▶ **AIM OF THE EXERCISE**:
Would you reproduce, without any alteration, the lines from the opening line of the entries through the line that has "0 #a08484) drop-shadow(-2px" in it?

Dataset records
+ + +
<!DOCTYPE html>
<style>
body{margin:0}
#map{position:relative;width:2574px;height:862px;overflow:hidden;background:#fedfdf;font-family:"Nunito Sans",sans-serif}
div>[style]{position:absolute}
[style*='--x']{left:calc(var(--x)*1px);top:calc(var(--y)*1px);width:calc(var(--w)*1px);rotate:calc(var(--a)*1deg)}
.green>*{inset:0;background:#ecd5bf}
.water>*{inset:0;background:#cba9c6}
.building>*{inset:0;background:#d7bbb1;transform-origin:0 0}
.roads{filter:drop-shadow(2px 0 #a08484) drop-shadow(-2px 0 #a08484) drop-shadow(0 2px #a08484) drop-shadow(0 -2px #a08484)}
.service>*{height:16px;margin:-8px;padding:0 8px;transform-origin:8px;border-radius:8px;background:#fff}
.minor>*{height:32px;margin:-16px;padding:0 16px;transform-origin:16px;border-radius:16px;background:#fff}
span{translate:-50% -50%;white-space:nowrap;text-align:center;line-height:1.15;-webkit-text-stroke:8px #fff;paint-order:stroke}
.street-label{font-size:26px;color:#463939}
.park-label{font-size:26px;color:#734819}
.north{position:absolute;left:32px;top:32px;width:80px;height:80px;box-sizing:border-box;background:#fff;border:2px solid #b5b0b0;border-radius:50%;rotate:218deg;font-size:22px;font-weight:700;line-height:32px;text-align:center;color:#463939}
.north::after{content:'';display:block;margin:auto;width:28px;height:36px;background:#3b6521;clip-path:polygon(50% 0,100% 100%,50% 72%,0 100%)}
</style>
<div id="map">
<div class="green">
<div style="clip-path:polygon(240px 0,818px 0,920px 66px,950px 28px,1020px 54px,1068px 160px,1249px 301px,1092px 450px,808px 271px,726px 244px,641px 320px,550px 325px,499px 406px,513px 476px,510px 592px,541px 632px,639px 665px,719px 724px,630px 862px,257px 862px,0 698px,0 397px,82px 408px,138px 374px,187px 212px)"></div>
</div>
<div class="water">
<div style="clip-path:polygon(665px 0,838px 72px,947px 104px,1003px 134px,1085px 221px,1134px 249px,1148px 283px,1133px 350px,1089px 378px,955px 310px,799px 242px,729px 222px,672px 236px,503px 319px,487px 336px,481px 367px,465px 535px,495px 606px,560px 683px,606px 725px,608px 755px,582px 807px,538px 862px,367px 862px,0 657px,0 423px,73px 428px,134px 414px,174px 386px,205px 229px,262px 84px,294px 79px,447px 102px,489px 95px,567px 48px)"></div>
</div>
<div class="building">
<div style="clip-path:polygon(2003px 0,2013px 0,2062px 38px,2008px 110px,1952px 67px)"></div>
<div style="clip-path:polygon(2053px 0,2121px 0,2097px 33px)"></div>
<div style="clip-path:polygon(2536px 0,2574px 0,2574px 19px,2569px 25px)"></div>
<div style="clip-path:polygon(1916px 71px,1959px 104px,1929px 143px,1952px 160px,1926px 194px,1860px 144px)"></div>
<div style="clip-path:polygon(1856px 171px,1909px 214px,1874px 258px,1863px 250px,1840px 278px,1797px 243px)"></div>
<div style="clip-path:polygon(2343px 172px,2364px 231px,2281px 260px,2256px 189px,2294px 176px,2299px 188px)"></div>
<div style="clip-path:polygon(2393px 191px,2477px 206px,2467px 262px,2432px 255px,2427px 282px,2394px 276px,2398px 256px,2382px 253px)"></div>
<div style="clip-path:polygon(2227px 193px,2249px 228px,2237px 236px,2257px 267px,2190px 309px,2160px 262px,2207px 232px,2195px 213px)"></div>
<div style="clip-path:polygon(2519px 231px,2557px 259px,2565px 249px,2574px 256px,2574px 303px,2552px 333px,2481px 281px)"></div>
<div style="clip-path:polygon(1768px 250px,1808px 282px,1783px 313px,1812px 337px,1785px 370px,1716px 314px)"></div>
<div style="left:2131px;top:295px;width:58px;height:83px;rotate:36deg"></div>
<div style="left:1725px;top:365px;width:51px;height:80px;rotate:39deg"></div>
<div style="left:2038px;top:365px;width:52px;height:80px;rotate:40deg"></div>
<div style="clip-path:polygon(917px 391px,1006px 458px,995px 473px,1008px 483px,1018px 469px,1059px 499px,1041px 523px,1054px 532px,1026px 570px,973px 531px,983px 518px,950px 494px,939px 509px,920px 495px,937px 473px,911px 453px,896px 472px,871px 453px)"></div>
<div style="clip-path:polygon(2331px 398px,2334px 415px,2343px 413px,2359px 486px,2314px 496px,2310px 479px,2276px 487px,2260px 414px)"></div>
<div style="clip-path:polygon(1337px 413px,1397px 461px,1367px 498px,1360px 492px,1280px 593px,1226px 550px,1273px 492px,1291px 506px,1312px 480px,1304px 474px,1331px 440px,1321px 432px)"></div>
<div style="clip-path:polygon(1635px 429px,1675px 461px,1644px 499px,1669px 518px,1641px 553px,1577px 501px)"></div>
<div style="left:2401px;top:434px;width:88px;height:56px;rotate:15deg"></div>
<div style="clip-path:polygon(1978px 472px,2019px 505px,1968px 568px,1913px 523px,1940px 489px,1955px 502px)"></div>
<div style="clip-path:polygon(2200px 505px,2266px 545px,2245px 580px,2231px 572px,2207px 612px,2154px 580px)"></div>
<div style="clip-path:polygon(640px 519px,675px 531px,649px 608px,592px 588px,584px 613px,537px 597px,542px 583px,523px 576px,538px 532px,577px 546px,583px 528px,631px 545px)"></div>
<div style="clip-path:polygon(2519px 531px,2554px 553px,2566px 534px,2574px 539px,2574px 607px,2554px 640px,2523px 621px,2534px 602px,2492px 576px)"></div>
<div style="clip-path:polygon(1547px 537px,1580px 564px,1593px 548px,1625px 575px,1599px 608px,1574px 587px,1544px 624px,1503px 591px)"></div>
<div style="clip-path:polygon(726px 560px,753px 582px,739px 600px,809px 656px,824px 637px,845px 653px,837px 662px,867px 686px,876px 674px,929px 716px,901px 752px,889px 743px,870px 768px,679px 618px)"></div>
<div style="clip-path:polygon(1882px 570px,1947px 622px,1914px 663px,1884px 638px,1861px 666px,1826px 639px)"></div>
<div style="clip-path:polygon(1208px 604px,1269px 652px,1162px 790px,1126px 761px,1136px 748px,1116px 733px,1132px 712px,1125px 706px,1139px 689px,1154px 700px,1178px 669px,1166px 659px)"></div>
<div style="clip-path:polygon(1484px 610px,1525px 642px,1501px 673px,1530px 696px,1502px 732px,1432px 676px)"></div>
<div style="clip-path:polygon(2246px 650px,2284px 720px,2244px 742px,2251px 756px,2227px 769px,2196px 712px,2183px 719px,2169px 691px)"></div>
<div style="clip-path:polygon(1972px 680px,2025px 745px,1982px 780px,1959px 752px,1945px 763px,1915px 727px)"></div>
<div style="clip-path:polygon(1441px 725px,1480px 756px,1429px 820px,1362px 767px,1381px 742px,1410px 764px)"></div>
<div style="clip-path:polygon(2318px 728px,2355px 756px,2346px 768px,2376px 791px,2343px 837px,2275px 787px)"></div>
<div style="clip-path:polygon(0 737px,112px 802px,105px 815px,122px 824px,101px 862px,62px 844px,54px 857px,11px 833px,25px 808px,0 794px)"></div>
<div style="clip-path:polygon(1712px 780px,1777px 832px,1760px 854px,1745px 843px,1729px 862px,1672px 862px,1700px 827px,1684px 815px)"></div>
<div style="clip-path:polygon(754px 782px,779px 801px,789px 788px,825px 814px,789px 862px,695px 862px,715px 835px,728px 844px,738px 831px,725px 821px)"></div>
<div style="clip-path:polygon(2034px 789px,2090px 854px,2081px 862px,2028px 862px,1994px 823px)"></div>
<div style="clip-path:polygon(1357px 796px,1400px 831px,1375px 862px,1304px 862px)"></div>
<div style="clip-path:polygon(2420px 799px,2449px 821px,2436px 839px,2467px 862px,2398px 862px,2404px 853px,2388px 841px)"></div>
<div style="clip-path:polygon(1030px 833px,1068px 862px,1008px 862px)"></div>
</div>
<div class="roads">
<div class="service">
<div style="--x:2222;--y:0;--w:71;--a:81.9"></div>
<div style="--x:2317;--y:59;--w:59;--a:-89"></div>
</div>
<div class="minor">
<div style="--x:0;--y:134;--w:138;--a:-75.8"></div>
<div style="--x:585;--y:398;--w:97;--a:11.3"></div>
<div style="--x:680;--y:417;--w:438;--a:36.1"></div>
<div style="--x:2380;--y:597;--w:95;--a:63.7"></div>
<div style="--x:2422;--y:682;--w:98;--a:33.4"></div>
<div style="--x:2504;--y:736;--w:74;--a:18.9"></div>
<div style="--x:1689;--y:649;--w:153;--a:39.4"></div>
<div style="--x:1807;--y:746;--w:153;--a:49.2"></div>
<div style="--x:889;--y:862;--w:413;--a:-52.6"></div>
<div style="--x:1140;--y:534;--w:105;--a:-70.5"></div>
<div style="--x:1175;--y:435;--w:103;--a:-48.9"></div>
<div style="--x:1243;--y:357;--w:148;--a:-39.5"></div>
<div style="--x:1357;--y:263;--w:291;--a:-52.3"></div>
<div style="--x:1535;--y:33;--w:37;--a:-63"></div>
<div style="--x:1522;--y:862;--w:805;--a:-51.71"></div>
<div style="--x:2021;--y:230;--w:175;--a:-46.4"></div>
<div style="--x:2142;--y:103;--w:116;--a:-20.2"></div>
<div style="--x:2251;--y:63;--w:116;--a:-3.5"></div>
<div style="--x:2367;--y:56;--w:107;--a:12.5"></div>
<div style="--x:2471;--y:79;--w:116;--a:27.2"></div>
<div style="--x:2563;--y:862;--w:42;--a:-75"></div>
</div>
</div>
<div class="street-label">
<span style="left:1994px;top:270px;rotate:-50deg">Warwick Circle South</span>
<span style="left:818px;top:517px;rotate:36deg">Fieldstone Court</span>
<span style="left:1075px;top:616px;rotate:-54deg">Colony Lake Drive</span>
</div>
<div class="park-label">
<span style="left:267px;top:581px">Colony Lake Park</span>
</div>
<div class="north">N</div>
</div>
+ + +
▶ **FINISHED EXERCISE**:
<!DOCTYPE html>
<style>
body{margin:0}
#map{position:relative;width:2574px;height:862px;overflow:hidden;background:#fedfdf;font-family:"Nunito Sans",sans-serif}
div>[style]{position:absolute}
[style*='--x']{left:calc(var(--x)*1px);top:calc(var(--y)*1px);width:calc(var(--w)*1px);rotate:calc(var(--a)*1deg)}
.green>*{inset:0;background:#ecd5bf}
.water>*{inset:0;background:#cba9c6}
.building>*{inset:0;background:#d7bbb1;transform-origin:0 0}
.roads{filter:drop-shadow(2px 0 #a08484) drop-shadow(-2px 0 #a08484) drop-shadow(0 2px #a08484) drop-shadow(0 -2px #a08484)}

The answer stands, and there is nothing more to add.